Review of Brian D. McLaren, The Story we Find Ourselves in: Further Adventures of a New Kind ofChristian (Jossey-Bass, 2003).
Over a cup of tea with a retired colleague, the question was raised ‘Where is liberal theology being done today?’ The former Bishop of Durham, David Jenkins, was often asked a similar question – ‘where will the next generation of liberal Christians come from?’ His reply was ‘Where they’ve always come from – the evangelicals!’ Over tea, I found myself reflecting that that was still the case, but that these days they didn’t have to stop being evangelicals when they embraced liberalism. The evangelical tent, at least in the UK, has grown pretty large. Much of the good liberal theology is being written by evangelicals and published by evangelical publishing houses.
Brian McLaren is a case in point. An American pastor working with ‘emergent Christianity’, McLaren is an evangelical but his theology is decidedly liberal. I read his A New Kind of Christianity (HarperOne, 2010) and found myself thinking of a book by that doyen of Anglican liberals, John A.T. Robinson, called The NewReformation? (1965). McLaren, like Robinson, is keen to address questions to Christianity that come from the contemporary world. Both Robinson and McLaren have written evangelistic theology, seeking to show that Christianity has something to say to today’s world. By allowing these questions, and by allowing also that Christian faith itself has to learn and change, both have also written liberal theology.
I read The Story We Find Ourselves In as I prepared for a session on reading the Bible. This is the middle book of a trilogy about ‘A New Kind of Christian’. It’s also a new kind of book – theology told as a novel. I’m not convinced that works, the characters are really slaves to the theological material, but it makes for easier reading than many works of theology. And the cliff-hanger ending did make me think that I might read the next and final book in the trilogy.

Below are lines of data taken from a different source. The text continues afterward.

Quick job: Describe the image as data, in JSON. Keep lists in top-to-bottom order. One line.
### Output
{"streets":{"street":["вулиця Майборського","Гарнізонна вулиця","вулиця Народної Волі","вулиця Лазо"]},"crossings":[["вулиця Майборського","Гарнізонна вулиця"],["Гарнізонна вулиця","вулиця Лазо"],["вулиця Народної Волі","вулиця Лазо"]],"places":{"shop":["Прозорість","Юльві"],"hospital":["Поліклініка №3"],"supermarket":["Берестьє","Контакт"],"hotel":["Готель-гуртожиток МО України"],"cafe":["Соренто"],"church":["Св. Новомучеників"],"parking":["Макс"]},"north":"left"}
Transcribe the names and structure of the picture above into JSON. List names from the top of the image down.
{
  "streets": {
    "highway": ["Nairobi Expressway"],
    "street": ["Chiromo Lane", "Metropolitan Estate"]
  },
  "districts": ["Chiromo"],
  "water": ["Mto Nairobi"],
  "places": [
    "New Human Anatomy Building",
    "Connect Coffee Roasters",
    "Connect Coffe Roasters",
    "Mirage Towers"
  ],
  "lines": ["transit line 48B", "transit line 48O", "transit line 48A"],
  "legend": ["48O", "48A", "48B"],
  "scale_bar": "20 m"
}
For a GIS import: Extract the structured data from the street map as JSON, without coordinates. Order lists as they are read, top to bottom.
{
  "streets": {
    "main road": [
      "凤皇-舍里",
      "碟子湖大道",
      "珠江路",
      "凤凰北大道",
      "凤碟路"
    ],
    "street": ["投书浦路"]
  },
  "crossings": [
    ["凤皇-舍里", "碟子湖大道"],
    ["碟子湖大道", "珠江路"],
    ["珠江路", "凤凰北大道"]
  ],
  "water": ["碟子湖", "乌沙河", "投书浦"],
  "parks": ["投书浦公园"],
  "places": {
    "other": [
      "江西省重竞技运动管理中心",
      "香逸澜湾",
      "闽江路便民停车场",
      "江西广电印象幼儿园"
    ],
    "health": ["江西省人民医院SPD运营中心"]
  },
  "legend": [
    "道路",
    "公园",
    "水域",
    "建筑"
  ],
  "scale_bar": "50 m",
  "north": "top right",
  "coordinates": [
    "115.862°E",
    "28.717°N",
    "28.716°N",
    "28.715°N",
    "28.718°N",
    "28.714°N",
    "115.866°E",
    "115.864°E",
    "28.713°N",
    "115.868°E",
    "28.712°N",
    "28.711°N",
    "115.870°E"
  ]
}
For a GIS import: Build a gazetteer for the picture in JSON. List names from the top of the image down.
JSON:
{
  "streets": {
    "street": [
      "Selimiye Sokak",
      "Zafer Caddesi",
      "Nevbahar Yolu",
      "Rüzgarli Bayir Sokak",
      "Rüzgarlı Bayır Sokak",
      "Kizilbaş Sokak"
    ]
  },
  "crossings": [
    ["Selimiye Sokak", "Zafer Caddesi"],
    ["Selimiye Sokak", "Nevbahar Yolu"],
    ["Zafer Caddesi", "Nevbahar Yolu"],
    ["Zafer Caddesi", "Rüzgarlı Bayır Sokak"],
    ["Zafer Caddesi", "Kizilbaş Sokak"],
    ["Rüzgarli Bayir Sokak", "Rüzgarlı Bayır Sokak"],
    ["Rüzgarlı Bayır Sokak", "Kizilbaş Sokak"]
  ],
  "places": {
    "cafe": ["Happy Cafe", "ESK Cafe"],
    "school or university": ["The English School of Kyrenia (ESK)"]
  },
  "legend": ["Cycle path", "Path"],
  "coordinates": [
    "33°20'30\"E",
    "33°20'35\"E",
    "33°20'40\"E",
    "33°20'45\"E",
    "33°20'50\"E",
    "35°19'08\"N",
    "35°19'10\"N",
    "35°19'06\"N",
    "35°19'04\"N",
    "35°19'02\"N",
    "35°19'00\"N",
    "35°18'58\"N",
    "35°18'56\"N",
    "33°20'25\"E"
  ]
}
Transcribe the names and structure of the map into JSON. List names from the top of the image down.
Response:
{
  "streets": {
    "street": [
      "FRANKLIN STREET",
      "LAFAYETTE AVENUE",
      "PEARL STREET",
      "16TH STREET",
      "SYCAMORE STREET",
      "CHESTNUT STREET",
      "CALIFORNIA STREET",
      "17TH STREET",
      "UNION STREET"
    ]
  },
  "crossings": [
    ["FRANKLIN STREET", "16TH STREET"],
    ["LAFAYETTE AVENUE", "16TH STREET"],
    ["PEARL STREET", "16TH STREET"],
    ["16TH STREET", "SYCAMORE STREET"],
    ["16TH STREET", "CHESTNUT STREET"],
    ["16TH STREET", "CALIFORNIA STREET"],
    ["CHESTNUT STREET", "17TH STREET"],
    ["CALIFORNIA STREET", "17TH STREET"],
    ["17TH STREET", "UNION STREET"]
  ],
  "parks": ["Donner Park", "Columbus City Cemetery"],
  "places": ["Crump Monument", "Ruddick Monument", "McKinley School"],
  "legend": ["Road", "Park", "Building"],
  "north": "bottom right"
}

What the novelistic approach to writing theology does offer is a clearer sense of how contextual that theology is. Writing this theology as a novel makes this clearer, and is thus arguably a more honest way of writing theology. This novel/theology is most definitely written for North America and the United States. Its questions and concerns are firmly rooted there. During the course of the novel the attacks of September 11th, 2001 happen. The fictional pastor, Dan, preaches on the Sunday afterwards in a way that is bold for the United States, but far less so when read with British eyes. The concerns of the book with creationism, which is handled critically but with loving attention, are probably more alien.
Nevertheless, there is enough in common between the UK and the US to allow me to take a good deal from this book. Running through it is an account of the Bible, and the wider story that the Bible offers and into which own stories fit. McLaren offers, with a preacher’s instinct for alliteration, a seven-stage story of Creation, Crisis, Calling, Conversation, Christ, Church and Consummation. It is told against the backdrop of the Galapagos Islands, cancer and death. This is a story that has to deal with the challenge of life. It owes much to TomWright’s Five-Act Play model for reading Scripture, amended (much as I do myself) to include the ending of the story as an act in itself. There is value to this, and McLaren rightly identifies this story as a story in which we find ourselves, rather than one in which we lose ourselves.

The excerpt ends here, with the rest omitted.